DESCRIPTION OF THE TASK =
Each record here should be printed again exactly; please leave its pictures out.

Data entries
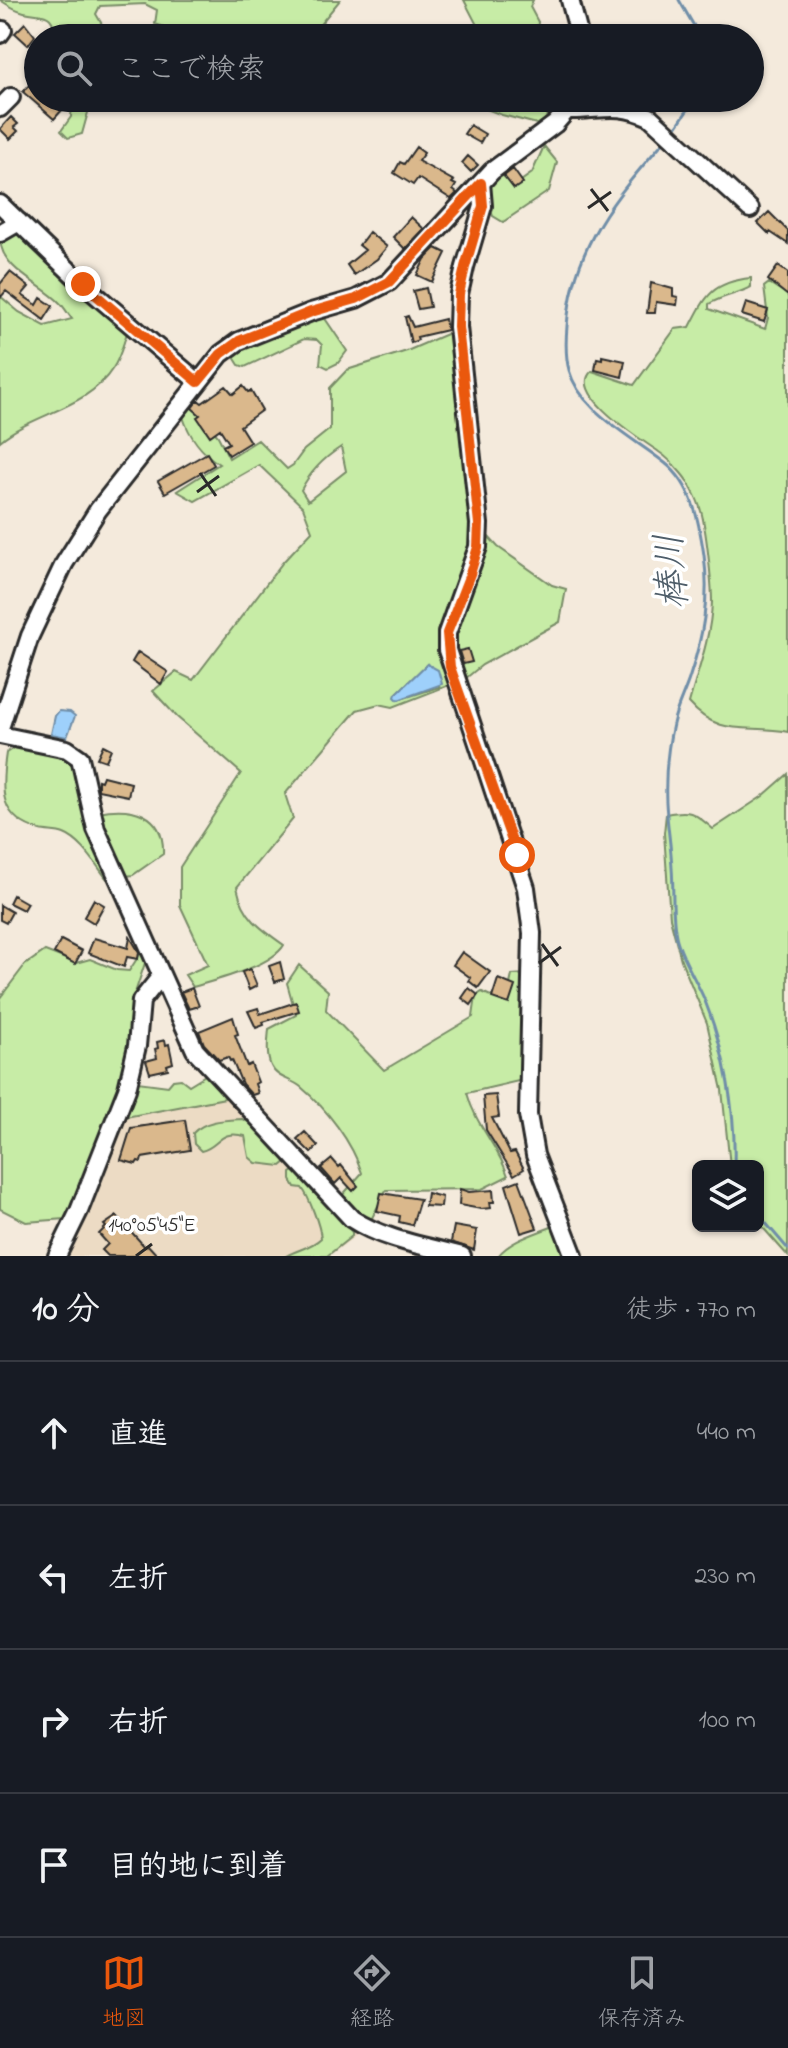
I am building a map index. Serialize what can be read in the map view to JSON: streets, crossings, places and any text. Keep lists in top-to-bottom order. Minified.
{"water":["棒川"],"page":{"search":"ここで検索","heading":["10 分","徒歩 · 770 m"],"list":[["直進","440 m"],["左折","230 m"],["右折","100 m"],"目的地に到着"],"nav":["地図","経路","保存済み"]},"coordinates":["140°05'45\"E"]}
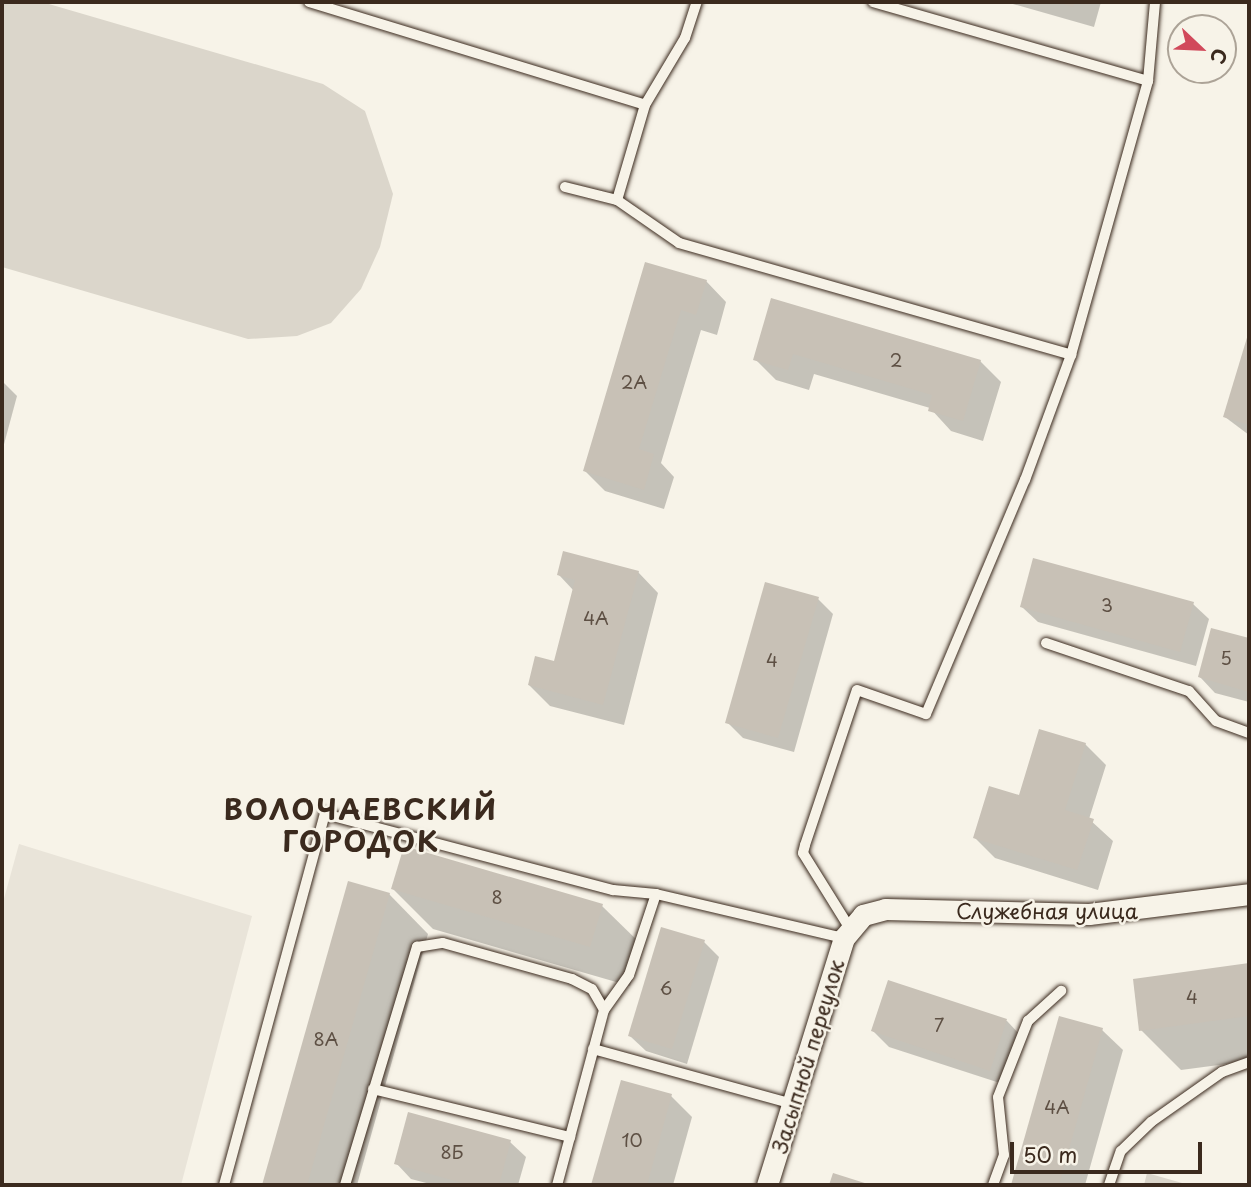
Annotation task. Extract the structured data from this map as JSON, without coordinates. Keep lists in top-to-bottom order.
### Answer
{
  "streets": {
    "street": ["Служебная улица", "Засыпной переулок"]
  },
  "crossings": [
    ["Служебная улица", "Засыпной переулок"]
  ],
  "districts": ["ВОЛОЧАЕВСКИЙ ГОРОДОК"],
  "house_numbers": [
    "2",
    "2А",
    "3",
    "4А",
    "5",
    "4",
    "8",
    "6",
    "4",
    "7",
    "8А",
    "4А",
    "10",
    "8Б"
  ],
  "scale_bar": "50 m",
  "north": "bottom right"
}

COMPLETED TASK =
I am building a map index. Serialize what can be read in the map view to JSON: streets, crossings, places and any text. Keep lists in top-to-bottom order. Minified.
{"water":["棒川"],"page":{"search":"ここで検索","heading":["10 分","徒歩 · 770 m"],"list":[["直進","440 m"],["左折","230 m"],["右折","100 m"],"目的地に到着"],"nav":["地図","経路","保存済み"]},"coordinates":["140°05'45\"E"]}
Annotation task. Extract the structured data from this map as JSON, without coordinates. Keep lists in top-to-bottom order.
### Answer
{
  "streets": {
    "street": ["Служебная улица", "Засыпной переулок"]
  },
  "crossings": [
    ["Служебная улица", "Засыпной переулок"]
  ],
  "districts": ["ВОЛОЧАЕВСКИЙ ГОРОДОК"],
  "house_numbers": [
    "2",
    "2А",
    "3",
    "4А",
    "5",
    "4",
    "8",
    "6",
    "4",
    "7",
    "8А",
    "4А",
    "10",
    "8Б"
  ],
  "scale_bar": "50 m",
  "north": "bottom right"
}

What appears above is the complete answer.